**Task item**
Please report every line in the entries that contains the string "around".

**Records from a collection**
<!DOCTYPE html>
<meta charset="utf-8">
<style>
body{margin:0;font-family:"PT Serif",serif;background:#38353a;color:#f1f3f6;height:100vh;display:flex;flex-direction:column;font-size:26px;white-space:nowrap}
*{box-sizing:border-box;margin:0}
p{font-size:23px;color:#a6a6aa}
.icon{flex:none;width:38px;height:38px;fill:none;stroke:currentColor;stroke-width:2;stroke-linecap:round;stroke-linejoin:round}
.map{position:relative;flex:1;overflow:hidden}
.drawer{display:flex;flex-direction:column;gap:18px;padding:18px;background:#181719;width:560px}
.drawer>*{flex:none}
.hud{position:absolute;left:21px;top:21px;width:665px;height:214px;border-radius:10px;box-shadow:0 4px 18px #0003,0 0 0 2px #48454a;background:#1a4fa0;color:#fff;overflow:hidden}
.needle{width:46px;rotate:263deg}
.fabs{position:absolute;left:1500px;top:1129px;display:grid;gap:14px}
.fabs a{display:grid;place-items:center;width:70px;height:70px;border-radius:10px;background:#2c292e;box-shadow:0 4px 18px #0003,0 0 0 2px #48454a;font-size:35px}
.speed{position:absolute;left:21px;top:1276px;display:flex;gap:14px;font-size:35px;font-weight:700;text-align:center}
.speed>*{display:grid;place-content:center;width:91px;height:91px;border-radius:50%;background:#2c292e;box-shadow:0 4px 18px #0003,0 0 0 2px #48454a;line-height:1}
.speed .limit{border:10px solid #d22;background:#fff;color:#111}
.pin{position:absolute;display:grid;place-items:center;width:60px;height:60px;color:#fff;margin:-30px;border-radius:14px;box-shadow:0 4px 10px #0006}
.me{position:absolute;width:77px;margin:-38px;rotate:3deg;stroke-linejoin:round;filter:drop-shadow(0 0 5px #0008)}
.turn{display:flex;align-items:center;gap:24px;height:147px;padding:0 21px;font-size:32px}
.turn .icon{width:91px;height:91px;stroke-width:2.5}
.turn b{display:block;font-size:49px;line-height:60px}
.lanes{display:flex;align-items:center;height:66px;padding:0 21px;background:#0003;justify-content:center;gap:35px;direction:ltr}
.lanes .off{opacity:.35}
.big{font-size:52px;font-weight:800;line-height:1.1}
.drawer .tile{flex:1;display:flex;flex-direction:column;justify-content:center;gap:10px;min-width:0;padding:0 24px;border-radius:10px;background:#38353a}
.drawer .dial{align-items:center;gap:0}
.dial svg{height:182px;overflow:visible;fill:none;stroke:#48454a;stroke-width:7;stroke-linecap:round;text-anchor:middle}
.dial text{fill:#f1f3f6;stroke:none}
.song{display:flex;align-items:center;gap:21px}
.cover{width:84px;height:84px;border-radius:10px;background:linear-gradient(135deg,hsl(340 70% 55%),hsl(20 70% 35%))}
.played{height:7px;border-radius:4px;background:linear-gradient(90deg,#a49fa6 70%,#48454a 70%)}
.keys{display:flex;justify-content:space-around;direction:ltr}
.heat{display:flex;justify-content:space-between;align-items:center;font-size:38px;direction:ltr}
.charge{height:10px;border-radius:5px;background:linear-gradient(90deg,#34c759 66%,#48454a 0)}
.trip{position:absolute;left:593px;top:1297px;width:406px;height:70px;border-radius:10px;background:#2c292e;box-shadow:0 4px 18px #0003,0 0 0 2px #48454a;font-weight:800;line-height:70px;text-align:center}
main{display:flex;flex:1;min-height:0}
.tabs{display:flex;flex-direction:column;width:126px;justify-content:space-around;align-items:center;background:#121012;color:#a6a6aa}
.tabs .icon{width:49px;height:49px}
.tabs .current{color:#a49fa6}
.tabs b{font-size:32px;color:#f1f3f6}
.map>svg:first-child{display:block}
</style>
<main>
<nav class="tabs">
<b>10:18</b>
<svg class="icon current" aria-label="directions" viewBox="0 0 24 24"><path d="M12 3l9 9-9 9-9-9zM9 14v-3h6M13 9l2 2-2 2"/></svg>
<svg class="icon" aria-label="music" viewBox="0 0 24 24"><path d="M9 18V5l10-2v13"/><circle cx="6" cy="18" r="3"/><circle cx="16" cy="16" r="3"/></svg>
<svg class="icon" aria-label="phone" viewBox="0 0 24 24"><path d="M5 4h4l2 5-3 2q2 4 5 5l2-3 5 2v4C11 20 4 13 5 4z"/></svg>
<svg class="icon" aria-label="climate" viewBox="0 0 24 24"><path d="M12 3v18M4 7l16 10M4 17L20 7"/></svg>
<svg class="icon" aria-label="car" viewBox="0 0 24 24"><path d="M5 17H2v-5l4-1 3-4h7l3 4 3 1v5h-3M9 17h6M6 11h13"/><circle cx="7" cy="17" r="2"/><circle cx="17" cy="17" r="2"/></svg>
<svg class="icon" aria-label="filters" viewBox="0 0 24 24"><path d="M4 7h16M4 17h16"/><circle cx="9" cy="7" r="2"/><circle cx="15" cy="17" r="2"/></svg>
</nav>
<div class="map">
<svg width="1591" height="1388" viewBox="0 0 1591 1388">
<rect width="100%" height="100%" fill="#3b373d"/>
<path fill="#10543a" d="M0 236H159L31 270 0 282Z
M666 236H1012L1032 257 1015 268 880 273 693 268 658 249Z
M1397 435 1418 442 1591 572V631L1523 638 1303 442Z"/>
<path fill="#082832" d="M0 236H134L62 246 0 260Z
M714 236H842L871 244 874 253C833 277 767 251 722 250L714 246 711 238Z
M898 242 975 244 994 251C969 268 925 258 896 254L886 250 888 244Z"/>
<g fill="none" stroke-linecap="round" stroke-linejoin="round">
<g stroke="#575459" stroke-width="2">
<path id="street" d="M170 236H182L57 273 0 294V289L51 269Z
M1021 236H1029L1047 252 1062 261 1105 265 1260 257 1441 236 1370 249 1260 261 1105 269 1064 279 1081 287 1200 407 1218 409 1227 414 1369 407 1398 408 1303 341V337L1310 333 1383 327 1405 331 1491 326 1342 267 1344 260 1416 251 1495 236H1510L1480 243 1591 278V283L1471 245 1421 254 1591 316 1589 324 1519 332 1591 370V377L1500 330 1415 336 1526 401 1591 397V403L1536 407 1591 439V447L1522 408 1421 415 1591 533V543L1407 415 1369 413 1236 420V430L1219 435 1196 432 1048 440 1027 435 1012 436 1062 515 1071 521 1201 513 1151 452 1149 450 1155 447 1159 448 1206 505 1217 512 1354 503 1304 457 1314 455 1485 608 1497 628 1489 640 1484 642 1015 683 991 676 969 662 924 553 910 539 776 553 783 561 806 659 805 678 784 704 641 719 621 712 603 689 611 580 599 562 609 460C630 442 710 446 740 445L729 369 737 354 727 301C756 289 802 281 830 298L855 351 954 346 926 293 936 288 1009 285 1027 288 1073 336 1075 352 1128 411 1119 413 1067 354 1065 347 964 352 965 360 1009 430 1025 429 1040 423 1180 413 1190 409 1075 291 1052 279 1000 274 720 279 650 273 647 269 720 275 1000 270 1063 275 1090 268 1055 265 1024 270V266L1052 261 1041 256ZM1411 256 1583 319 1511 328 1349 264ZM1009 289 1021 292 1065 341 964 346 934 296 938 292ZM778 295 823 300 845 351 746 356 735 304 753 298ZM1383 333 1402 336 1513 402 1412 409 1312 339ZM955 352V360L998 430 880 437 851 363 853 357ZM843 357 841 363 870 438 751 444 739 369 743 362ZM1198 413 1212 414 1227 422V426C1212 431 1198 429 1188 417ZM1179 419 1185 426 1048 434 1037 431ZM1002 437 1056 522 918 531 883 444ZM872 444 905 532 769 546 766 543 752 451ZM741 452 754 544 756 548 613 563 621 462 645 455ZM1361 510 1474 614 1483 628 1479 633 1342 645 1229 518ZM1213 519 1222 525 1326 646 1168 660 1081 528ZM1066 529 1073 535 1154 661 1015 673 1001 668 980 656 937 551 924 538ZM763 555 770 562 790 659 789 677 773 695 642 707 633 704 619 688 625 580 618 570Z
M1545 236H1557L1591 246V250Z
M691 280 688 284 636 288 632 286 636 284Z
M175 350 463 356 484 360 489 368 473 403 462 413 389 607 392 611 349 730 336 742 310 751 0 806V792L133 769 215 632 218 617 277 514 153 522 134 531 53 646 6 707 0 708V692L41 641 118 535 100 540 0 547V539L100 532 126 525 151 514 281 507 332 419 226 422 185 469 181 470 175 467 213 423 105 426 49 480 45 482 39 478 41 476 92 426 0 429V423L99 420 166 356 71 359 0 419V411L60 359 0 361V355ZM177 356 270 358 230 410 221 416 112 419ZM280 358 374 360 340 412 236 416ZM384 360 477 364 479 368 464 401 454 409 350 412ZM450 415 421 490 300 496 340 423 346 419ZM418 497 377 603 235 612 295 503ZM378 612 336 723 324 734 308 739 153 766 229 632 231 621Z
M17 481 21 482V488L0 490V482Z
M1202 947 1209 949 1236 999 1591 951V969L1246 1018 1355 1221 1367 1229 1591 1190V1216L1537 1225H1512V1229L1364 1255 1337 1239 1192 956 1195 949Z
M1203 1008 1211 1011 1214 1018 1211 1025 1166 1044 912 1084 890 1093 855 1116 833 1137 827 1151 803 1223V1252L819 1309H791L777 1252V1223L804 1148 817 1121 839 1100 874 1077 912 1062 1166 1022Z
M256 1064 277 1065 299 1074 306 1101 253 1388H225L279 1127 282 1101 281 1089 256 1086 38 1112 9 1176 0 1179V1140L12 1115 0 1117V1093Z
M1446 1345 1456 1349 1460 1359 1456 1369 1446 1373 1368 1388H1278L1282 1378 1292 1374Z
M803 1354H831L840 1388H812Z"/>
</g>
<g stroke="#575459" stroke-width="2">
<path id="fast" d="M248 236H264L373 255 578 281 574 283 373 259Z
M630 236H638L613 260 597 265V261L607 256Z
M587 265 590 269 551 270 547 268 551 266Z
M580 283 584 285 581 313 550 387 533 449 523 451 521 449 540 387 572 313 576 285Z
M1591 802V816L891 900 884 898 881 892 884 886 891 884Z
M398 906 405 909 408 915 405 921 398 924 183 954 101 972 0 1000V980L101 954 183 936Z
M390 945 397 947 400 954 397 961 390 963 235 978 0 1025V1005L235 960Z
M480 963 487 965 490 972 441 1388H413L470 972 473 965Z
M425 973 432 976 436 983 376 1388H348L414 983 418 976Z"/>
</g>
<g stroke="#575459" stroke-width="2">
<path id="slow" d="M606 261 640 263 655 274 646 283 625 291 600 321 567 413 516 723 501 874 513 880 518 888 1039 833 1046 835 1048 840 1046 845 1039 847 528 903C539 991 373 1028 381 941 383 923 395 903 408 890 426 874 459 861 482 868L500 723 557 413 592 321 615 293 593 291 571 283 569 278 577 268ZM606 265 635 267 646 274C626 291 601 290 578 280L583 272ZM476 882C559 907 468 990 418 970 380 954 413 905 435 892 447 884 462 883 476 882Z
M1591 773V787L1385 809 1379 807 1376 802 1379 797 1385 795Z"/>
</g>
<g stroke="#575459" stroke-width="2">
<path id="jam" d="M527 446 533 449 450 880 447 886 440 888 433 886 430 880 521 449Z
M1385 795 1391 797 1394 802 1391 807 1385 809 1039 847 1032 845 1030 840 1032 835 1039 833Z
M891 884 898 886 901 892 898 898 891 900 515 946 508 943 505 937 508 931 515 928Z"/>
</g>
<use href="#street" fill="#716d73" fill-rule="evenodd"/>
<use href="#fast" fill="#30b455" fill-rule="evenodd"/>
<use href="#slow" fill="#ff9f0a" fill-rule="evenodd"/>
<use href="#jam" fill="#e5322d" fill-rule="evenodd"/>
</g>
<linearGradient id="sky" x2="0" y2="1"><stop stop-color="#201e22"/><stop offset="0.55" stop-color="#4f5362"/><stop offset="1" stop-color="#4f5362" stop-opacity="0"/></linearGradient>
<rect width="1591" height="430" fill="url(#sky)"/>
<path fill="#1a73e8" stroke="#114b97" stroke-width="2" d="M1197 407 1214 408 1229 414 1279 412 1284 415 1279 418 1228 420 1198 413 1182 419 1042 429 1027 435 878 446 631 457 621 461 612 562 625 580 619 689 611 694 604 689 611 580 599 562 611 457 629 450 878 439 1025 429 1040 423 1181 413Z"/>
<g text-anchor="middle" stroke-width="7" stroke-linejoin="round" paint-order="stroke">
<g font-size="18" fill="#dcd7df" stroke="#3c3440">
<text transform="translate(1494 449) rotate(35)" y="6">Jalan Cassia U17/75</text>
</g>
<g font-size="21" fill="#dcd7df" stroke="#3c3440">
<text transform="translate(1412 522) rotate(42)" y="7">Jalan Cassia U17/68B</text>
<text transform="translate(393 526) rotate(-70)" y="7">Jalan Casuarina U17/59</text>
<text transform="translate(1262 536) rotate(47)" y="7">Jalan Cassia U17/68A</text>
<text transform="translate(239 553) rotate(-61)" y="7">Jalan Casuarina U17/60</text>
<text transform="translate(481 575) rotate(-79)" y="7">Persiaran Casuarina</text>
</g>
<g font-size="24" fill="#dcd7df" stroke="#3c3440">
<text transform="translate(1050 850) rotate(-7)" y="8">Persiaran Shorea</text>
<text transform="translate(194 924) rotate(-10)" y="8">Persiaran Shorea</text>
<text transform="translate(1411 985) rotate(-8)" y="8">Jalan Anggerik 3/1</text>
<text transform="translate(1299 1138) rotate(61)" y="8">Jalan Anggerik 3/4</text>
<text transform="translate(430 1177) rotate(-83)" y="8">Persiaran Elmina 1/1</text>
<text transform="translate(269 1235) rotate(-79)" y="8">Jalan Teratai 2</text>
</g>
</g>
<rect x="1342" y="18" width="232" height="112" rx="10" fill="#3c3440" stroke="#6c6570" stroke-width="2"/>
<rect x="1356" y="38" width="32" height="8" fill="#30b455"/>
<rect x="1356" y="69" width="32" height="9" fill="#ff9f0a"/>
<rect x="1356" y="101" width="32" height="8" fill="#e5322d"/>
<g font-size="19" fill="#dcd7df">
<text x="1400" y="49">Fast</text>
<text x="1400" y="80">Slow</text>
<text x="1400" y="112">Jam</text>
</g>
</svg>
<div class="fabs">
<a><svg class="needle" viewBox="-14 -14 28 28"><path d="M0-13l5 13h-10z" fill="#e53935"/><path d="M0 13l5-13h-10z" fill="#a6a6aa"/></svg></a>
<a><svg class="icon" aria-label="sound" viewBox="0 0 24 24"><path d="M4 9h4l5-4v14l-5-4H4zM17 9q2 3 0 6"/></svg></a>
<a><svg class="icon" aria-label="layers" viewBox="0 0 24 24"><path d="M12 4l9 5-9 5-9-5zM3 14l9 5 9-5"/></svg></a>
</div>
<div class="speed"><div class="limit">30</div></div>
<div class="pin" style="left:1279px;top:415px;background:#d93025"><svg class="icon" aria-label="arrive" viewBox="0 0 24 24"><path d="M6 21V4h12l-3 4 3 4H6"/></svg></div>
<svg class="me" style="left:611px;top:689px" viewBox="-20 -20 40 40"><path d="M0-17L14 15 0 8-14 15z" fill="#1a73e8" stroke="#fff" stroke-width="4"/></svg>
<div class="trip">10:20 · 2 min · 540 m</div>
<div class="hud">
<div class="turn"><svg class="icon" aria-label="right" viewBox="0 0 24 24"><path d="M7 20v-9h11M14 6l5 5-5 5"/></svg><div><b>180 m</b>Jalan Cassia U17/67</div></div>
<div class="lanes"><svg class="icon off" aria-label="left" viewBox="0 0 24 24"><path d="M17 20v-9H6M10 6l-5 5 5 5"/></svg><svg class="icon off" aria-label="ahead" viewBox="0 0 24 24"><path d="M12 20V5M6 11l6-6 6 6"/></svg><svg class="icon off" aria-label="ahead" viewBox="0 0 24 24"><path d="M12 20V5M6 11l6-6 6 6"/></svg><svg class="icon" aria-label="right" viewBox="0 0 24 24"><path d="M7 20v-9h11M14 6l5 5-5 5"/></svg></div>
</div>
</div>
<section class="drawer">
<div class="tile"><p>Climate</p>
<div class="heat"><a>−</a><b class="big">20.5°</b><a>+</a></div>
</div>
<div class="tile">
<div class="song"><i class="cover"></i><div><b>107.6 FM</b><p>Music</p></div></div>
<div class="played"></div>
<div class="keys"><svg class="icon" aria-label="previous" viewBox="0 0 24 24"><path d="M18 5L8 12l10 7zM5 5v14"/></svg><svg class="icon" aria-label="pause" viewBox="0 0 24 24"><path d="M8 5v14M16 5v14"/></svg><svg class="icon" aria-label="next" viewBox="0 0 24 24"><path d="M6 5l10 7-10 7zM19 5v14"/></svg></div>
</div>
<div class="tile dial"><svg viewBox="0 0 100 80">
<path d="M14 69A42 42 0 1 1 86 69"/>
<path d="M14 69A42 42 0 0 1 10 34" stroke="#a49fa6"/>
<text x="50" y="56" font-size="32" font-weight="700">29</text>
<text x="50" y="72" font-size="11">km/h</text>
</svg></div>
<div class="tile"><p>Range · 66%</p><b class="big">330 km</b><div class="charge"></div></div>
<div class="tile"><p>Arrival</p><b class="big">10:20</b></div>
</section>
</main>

**Answer**
.keys{display:flex;justify-content:space-around;direction:ltr}
.tabs{display:flex;flex-direction:column;width:126px;justify-content:space-around;align-items:center;background:#121012;color:#a6a6aa}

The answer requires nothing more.